Required work: Within the entries below, find every line that has the string "Input", then copy it.

Records supplied:
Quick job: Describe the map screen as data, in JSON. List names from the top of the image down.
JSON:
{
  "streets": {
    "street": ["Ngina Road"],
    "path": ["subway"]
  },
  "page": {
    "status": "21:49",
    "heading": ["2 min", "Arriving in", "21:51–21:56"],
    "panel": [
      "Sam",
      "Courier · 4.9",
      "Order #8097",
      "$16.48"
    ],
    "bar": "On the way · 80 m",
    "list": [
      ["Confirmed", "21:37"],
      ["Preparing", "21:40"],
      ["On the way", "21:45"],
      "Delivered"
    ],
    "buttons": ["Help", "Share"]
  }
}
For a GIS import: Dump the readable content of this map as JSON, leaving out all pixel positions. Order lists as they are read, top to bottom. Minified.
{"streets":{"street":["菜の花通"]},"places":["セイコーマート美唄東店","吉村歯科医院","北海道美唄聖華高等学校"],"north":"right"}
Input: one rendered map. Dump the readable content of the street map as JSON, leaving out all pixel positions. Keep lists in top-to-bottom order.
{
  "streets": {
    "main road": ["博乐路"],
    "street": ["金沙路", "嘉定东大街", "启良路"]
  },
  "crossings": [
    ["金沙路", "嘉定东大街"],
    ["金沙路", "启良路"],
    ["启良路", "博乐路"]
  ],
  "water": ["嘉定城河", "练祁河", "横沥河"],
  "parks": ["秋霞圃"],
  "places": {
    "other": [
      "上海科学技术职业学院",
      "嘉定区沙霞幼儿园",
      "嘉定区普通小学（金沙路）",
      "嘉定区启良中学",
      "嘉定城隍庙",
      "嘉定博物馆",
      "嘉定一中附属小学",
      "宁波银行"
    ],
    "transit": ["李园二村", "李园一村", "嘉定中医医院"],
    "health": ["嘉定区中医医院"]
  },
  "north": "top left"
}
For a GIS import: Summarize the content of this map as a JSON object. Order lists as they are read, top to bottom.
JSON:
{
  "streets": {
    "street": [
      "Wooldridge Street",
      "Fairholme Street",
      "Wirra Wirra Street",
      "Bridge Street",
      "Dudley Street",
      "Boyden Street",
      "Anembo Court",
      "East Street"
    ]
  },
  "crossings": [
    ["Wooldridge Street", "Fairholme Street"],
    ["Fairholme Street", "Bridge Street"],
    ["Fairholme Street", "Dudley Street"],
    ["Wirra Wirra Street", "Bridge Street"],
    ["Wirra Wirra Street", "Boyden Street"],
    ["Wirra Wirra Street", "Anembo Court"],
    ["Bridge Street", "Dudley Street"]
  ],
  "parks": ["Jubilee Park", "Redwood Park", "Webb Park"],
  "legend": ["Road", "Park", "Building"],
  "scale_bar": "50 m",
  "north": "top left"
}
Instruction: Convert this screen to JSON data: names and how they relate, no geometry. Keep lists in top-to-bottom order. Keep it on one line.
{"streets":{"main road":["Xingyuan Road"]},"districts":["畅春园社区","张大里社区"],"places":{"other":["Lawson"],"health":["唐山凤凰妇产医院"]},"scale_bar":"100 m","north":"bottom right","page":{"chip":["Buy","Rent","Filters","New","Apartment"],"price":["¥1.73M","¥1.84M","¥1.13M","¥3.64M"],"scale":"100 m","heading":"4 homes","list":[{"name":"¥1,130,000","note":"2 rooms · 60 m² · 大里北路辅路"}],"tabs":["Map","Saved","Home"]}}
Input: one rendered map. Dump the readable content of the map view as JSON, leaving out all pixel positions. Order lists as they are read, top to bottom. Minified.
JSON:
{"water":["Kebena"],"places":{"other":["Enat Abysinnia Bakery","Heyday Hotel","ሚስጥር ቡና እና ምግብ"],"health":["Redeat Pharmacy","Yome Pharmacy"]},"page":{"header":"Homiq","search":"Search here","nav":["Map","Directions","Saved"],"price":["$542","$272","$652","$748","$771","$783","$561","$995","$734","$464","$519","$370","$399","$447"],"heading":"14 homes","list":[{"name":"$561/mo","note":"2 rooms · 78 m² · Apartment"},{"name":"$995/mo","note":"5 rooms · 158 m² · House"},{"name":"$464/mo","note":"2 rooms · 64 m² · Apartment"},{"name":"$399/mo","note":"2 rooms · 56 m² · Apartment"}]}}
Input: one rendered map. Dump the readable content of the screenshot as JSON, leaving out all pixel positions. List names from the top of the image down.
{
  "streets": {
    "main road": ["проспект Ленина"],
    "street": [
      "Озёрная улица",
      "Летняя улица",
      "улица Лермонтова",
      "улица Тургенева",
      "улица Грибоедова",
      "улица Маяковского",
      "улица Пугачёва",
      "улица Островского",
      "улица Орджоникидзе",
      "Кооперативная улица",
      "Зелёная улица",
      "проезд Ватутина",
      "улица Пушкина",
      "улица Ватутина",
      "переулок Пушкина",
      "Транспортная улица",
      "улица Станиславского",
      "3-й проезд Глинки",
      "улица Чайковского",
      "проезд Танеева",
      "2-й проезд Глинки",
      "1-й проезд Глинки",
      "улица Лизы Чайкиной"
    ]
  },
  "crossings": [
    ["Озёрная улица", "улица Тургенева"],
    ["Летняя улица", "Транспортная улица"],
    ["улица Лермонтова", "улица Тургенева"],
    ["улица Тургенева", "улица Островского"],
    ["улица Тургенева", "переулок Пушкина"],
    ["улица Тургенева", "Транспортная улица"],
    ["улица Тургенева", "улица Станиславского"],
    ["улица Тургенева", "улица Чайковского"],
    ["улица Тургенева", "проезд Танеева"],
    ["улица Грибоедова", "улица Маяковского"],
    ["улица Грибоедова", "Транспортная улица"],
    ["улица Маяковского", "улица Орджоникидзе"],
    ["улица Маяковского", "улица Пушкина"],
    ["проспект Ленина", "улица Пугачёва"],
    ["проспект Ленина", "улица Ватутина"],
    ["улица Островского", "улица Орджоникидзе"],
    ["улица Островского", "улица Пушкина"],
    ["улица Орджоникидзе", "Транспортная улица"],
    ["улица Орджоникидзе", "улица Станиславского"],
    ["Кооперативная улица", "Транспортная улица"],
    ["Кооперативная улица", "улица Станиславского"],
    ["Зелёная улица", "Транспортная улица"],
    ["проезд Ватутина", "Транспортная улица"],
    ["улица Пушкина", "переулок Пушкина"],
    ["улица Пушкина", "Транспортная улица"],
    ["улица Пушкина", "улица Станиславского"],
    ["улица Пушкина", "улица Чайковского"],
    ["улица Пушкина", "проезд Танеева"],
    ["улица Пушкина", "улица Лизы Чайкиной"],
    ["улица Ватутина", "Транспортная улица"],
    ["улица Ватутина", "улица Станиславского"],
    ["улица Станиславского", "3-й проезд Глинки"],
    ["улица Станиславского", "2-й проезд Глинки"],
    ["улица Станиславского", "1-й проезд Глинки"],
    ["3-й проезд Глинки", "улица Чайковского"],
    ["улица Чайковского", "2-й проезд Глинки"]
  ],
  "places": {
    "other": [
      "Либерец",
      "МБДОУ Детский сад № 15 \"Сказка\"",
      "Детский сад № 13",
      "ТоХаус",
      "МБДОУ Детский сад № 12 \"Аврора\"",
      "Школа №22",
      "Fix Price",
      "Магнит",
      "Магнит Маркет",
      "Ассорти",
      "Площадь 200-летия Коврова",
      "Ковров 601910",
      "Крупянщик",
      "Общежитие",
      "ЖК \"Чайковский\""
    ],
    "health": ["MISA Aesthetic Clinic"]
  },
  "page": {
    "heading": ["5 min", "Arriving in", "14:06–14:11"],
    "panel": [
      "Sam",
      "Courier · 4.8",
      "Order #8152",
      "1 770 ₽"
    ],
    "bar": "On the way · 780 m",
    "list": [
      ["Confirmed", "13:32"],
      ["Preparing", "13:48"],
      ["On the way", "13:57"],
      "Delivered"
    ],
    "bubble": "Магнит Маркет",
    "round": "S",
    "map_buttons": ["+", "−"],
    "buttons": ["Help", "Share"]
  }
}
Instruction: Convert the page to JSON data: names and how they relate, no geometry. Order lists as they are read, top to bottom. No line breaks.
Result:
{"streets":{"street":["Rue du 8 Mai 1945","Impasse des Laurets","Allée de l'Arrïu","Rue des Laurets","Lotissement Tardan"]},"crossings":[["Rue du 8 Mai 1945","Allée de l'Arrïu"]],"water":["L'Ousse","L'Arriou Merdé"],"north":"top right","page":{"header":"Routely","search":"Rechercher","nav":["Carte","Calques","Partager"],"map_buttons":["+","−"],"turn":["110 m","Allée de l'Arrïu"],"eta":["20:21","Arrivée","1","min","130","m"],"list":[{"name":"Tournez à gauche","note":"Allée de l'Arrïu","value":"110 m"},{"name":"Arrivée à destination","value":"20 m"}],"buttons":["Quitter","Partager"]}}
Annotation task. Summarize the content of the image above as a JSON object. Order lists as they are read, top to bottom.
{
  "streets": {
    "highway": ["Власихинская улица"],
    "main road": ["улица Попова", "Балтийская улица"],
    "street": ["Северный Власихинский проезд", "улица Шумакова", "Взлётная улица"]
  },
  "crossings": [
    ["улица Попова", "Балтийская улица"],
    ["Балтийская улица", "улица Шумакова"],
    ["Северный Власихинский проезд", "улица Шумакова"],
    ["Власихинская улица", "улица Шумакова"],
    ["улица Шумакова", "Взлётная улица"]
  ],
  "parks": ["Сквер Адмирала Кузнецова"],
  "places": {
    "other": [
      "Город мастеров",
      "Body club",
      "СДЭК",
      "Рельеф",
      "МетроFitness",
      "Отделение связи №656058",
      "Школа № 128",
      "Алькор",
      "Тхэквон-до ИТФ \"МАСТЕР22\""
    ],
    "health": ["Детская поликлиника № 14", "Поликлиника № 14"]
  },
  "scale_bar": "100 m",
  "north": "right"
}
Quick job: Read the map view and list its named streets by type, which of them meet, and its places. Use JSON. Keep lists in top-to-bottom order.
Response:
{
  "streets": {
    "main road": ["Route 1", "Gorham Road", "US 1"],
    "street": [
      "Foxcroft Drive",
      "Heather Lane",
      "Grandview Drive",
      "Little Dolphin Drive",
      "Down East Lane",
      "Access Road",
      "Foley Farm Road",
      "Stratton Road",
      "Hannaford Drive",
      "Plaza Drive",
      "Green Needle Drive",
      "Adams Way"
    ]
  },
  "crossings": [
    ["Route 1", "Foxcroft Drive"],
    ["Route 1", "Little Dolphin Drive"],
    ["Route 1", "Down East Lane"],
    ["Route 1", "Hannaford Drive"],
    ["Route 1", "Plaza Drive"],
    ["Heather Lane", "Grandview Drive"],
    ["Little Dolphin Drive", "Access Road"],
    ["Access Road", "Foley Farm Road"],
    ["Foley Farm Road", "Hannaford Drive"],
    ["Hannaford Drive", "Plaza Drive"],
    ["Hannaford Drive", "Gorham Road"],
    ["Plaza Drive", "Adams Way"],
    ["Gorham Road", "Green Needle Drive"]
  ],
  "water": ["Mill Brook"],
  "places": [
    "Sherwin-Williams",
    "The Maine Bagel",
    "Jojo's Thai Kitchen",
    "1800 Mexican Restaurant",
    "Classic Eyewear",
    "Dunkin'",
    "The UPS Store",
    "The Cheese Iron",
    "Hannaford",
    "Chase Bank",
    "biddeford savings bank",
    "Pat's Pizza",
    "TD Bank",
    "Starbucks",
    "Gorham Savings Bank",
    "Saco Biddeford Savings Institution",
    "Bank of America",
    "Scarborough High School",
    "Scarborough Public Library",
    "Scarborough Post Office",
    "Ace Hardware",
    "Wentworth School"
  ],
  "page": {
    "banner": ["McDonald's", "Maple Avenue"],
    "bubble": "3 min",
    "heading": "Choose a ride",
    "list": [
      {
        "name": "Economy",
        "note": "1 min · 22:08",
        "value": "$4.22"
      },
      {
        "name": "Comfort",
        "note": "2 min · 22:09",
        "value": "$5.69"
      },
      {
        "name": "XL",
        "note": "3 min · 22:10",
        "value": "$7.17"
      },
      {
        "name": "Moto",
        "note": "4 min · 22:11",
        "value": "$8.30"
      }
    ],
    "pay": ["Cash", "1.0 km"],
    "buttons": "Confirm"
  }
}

Answer section:
Input: one rendered map. Dump the readable content of the street map as JSON, leaving out all pixel positions. Keep lists in top-to-bottom order.
Input: one rendered map. Dump the readable content of the map view as JSON, leaving out all pixel positions. Order lists as they are read, top to bottom. Minified.
Input: one rendered map. Dump the readable content of the screenshot as JSON, leaving out all pixel positions. List names from the top of the image down.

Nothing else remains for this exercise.